Facendo un rapido calcolo si può notare come il cambio teorico dell'acqua all'interno della vasca sia circa di 18 volte l'ora.
Il movimento in vasca deve essere robusto, in questo modo gli animali possono usufruire della corrente per ripulirsi dai sedimenti e per assorbire le sostanze nutrienti.

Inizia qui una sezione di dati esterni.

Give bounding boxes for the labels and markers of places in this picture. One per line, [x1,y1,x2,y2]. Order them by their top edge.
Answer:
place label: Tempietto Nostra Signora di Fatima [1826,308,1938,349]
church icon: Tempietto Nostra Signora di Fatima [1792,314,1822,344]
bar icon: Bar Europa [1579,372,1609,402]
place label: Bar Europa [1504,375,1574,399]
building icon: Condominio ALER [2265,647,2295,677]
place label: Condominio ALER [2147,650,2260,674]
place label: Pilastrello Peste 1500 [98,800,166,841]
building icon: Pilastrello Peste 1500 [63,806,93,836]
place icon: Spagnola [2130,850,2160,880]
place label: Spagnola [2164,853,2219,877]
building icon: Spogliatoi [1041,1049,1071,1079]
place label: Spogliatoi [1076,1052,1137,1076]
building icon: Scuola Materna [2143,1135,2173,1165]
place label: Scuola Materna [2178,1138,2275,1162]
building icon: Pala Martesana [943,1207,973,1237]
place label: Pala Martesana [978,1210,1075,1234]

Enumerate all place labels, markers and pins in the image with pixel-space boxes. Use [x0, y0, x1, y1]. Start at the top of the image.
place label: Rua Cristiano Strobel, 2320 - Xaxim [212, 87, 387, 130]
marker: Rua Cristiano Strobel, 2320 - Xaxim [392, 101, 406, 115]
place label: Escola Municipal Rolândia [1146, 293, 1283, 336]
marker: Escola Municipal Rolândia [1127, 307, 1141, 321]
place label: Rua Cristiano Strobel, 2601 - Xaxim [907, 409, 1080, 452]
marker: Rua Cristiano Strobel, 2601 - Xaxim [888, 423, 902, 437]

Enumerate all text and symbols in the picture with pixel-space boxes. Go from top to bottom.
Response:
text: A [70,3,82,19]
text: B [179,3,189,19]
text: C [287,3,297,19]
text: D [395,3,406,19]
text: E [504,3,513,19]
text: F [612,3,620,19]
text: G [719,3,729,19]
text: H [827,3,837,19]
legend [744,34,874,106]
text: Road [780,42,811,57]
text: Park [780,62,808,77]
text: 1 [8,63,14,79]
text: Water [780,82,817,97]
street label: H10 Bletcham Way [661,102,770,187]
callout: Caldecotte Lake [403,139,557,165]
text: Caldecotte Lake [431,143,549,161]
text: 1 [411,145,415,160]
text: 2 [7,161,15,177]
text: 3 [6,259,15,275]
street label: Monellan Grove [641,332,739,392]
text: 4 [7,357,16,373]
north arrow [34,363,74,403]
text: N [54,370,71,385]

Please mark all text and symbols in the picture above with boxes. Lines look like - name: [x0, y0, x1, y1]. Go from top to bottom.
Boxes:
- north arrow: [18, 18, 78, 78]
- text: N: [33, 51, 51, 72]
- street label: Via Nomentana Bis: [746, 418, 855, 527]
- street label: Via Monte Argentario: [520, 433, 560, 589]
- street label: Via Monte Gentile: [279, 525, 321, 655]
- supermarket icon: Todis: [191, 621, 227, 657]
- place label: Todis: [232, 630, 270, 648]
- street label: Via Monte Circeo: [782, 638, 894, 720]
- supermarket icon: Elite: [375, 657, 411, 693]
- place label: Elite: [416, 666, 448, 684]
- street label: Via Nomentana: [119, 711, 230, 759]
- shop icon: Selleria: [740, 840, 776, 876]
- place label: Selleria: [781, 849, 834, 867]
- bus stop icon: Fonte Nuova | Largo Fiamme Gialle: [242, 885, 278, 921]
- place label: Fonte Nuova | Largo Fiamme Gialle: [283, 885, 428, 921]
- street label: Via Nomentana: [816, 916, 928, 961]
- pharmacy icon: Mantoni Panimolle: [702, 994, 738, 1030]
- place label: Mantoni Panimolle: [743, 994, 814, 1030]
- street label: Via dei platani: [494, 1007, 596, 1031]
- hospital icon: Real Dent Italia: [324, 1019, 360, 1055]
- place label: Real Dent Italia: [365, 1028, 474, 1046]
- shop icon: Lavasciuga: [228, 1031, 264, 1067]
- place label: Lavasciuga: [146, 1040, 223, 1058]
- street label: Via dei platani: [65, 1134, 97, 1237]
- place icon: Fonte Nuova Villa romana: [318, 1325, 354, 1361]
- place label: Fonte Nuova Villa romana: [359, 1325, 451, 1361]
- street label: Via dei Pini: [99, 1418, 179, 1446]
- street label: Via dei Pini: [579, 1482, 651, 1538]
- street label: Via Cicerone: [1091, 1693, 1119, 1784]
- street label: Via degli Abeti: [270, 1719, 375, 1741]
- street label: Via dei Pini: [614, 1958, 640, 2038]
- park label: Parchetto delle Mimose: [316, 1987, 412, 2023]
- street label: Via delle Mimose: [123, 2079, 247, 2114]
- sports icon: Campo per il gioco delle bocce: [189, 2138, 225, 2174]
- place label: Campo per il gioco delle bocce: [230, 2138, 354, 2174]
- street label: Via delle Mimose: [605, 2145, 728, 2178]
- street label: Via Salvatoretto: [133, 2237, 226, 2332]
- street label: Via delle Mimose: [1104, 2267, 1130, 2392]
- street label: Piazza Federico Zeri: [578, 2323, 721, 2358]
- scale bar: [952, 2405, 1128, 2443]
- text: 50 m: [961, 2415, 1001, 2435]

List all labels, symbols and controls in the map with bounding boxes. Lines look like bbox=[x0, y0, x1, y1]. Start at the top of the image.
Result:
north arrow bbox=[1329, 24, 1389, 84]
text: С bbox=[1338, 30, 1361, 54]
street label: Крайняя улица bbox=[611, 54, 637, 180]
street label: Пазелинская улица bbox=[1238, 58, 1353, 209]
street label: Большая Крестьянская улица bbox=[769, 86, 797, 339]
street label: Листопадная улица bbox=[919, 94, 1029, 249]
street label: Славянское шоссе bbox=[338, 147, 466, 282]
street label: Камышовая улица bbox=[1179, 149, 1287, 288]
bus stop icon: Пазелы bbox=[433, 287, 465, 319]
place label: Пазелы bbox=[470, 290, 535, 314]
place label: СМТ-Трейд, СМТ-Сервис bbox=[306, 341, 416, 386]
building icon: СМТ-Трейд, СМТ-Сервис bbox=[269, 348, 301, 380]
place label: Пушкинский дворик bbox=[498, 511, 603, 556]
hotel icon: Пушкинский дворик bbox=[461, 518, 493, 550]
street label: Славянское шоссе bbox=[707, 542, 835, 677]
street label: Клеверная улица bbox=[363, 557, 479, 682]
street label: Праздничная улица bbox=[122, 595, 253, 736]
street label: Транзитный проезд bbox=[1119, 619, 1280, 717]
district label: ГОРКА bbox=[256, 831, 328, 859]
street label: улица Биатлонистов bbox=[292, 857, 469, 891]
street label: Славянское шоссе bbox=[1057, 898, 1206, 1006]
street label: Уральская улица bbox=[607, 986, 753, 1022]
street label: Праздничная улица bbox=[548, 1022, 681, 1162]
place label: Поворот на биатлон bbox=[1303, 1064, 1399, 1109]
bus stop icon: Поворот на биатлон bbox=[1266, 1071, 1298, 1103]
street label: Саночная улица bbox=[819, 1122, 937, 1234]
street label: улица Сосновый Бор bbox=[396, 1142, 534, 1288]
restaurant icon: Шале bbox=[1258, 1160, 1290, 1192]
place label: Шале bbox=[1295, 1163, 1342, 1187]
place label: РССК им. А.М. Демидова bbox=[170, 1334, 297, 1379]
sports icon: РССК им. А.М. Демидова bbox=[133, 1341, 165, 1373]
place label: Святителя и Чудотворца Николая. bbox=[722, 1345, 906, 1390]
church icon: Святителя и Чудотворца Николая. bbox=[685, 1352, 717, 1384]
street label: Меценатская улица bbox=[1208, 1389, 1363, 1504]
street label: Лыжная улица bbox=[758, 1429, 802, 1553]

Posizioneremo gli invertebrati sessili che più prediligono il movimento nei punti in cui è più forte, mentre gli altri troveranno posto in zone più riparate.
L'intensa corrente dell'acqua è salutare anche per i pesci che sono costretti a nuotare vigorosamente.
Alcyonium_sp
Alcyonium_sp. Impressionante la crescita di questo esemplare.
Deve essere potato ogni due mesi. Diametro attuale 25cm.


Il gruppo di continuità
Un'improvvisa mancanza di corrente è uno dei peggiori inconvenienti che possano accadere ad un acquario. Normalmente, una vasca in normali condizioni, può sopportare un'interruzione di corrente pari a cinque ore. Viceversa, in un acquario trascurato e con valori chimici pessimi, gli animali muoiono in un'ora, fulminati dai Nitriti. In commercio, purtroppo, non esistono apparecchi studiati per risolvere questo problema.
Del resto, a quanto pare, per la maggior parte degli acquariofili questo problema non riveste una particolare importanza, se non quando la "tragedia" si è già consumata.
Un consiglio personale che mi sento di dare, dunque, è di investire del denaro in un gruppo di continuità. E' sufficiente visitare un negozio d'apparecchiature elettriche o anche un negozio di computer. Naturalmente bisogna porre sotto carico solo il minimo indispensabile: la pompa principale del filtro. Una pompa della potenza di 1.000 lt/h normalmente consuma 14watt. Il mio gruppo di continuità ha una potenza di 1.000 watt, garantendomi un'autonomia di circa sette ore.
Il costo si aggira intorno ai 500 Euro.

Per restare in tema suggerisco anche un altro accessorio che non deve mancare nella casa di un acquariofilo: la segreteria telefonica. Il modello da acquistare deve essere alimentato a corrente elettrica e non funzionare con un'alimentazione propria.
E' chiaro che in caso d'interruzione di corrente, la segreteria non risponderà e noi sapremo che sta sorgendo un problema. A questo punto un vicino o un amico può recarsi a casa nostra e cercare di risolverlo o quantomeno di tamponarlo.